/---

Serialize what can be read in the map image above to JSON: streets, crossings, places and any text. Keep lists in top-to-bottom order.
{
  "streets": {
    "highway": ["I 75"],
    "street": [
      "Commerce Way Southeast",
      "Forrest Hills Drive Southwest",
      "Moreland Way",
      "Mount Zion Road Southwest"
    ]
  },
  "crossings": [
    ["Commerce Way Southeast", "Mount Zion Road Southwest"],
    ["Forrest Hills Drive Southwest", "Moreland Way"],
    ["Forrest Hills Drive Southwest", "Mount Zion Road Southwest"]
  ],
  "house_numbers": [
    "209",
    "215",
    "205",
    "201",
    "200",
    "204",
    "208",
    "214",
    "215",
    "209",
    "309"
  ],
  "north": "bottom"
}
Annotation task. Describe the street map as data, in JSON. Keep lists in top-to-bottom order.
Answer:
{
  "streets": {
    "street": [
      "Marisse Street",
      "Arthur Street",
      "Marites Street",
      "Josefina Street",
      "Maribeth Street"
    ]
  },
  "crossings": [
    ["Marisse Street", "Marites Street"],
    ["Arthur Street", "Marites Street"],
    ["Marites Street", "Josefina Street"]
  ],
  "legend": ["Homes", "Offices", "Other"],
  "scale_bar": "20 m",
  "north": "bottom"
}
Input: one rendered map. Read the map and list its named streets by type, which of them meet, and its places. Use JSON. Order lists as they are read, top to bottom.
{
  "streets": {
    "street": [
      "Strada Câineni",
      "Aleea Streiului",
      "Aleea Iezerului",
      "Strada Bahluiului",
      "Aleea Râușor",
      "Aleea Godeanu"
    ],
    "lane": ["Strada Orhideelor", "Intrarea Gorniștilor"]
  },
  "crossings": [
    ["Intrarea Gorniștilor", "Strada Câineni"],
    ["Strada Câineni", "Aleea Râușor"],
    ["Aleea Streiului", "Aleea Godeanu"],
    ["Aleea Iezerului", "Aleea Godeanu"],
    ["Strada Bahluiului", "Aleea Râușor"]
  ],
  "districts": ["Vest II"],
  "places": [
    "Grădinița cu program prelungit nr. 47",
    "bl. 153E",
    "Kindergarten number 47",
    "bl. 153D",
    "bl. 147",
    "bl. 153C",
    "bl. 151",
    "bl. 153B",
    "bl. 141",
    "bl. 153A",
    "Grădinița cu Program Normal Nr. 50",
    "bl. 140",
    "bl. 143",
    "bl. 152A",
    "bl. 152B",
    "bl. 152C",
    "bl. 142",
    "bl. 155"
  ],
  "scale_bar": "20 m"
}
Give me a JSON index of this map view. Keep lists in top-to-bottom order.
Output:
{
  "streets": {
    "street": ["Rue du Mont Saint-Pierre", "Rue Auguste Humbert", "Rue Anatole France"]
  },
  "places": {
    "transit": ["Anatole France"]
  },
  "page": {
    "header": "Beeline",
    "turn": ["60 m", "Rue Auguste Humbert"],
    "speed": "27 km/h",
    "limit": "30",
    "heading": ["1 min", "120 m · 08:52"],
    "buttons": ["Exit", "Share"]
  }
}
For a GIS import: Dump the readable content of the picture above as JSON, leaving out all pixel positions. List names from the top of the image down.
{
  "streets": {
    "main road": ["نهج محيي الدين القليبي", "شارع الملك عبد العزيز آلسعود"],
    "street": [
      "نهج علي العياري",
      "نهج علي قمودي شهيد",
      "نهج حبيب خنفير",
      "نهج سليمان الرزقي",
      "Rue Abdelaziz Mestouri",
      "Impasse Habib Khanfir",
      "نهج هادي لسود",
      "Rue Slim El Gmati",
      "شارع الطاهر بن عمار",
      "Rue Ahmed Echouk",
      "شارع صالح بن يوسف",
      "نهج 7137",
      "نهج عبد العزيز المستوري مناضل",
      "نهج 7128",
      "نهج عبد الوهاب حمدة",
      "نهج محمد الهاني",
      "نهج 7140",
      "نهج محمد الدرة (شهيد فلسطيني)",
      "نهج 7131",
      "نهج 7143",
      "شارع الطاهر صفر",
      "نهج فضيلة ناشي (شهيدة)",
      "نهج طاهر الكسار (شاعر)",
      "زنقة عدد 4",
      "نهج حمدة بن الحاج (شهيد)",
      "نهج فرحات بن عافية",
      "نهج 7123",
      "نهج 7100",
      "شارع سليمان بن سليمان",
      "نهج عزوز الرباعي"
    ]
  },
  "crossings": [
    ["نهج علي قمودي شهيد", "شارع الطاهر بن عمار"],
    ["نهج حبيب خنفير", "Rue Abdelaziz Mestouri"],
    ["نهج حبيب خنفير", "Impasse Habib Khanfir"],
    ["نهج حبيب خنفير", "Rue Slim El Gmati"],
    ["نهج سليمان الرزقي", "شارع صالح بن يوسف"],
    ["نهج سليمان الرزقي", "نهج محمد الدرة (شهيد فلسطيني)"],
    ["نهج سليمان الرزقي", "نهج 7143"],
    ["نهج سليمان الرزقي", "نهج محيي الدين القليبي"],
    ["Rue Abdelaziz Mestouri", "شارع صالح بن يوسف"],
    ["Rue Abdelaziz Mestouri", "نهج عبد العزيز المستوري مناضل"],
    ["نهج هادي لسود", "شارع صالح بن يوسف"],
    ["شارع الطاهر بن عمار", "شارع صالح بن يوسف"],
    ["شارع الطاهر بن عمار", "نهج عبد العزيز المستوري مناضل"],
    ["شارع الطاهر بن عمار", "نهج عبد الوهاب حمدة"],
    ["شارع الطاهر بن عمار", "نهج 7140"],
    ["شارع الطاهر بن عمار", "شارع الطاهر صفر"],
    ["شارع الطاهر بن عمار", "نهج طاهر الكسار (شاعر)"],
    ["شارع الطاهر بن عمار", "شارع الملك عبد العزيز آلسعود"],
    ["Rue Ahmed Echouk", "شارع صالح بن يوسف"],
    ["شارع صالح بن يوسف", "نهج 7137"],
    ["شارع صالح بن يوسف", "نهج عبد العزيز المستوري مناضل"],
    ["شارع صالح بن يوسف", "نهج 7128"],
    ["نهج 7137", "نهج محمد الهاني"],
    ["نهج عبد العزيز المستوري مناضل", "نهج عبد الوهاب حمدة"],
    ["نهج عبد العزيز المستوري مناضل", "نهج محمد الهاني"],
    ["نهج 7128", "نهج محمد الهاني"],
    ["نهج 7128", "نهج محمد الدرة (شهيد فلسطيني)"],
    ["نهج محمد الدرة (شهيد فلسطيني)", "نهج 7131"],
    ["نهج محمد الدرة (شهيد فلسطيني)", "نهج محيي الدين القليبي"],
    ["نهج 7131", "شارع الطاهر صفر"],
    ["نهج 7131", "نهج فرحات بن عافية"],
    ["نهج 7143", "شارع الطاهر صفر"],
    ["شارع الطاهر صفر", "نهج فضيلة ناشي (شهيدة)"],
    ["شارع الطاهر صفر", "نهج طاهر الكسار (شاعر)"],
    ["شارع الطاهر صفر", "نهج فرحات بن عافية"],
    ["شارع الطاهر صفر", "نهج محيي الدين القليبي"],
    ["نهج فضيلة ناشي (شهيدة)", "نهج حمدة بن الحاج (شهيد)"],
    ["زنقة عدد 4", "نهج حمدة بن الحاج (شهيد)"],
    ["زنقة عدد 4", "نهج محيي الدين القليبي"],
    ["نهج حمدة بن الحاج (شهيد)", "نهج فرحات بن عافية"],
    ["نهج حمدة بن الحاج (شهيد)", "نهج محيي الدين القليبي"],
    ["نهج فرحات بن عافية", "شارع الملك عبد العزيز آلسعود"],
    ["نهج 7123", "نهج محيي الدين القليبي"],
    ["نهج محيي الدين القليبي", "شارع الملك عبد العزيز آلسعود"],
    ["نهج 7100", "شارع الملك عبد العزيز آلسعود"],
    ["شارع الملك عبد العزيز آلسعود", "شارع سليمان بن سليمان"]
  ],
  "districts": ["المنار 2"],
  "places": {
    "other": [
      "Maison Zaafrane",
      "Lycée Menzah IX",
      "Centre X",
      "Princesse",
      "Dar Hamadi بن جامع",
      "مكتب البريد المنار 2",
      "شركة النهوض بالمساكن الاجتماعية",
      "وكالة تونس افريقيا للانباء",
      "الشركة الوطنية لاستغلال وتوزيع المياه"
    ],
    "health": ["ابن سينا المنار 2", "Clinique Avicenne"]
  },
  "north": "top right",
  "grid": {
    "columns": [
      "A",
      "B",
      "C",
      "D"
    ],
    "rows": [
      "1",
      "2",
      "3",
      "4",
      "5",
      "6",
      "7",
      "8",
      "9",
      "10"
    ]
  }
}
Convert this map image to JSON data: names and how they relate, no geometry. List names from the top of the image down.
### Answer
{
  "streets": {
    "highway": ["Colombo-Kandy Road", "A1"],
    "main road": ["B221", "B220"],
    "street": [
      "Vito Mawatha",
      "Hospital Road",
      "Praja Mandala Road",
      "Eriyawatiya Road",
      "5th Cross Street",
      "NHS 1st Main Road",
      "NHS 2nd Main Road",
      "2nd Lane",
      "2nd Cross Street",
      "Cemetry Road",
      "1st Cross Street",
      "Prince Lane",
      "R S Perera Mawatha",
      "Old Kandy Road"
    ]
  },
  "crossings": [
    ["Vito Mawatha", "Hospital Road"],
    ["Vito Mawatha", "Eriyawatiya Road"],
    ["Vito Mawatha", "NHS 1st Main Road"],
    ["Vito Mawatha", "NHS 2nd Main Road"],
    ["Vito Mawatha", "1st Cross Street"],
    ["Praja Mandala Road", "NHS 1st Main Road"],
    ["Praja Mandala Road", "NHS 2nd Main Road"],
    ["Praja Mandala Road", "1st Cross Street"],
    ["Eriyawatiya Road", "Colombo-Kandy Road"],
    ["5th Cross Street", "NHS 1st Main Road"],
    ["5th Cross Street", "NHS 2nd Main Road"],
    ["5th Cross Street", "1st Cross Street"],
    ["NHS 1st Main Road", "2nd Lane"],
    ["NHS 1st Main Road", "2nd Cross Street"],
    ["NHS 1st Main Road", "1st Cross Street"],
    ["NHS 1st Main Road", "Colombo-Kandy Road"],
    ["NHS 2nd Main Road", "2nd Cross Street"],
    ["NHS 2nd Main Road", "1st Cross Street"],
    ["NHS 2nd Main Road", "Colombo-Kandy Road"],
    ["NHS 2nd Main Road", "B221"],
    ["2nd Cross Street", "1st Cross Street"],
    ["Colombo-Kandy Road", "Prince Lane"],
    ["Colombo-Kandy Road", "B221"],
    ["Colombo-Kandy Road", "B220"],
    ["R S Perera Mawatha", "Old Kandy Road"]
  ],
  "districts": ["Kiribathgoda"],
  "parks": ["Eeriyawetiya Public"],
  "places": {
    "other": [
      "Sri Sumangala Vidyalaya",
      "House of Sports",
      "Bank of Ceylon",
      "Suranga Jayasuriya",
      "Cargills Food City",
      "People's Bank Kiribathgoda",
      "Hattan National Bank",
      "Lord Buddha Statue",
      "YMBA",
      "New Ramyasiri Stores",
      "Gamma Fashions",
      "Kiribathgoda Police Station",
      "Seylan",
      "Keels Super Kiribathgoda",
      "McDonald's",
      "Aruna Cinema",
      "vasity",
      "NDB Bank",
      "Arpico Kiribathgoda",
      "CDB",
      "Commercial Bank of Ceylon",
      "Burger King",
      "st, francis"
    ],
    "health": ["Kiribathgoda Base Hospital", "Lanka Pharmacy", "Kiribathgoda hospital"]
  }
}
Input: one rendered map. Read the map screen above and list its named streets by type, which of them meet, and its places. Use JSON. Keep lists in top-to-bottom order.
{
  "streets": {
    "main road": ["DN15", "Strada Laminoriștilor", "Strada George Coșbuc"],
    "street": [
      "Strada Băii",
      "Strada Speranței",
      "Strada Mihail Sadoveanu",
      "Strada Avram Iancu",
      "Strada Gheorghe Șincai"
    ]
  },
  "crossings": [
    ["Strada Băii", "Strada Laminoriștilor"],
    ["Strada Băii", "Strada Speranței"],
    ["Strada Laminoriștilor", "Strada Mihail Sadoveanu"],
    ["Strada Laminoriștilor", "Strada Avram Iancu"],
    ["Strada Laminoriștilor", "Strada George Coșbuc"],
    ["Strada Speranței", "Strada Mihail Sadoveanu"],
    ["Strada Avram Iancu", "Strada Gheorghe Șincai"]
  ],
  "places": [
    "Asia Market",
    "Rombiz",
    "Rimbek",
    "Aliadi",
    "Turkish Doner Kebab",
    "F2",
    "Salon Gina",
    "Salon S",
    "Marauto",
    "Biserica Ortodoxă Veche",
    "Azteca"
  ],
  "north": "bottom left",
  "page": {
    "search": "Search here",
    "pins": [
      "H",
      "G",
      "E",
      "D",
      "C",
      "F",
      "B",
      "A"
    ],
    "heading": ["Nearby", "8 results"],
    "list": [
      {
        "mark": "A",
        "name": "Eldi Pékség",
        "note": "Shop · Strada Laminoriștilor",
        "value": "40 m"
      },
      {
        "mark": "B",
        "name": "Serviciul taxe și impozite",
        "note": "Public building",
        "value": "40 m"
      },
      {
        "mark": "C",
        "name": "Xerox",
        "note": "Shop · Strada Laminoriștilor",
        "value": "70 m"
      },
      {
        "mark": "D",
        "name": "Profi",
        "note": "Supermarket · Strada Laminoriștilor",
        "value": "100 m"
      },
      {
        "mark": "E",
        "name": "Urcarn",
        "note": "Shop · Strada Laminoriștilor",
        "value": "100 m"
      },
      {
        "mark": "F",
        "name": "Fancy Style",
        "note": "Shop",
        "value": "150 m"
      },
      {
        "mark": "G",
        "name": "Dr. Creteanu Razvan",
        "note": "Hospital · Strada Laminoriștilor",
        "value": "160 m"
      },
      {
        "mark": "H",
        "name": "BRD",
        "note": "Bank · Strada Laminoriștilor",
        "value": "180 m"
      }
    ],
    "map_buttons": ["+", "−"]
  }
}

\---

* [EXERCISE INSTRUCTIONS] Return every line from the entries above that includes the word "Intrarea".

* [REPLY]
    "lane": ["Strada Orhideelor", "Intrarea Gorniștilor"]
    ["Intrarea Gorniștilor", "Strada Câineni"],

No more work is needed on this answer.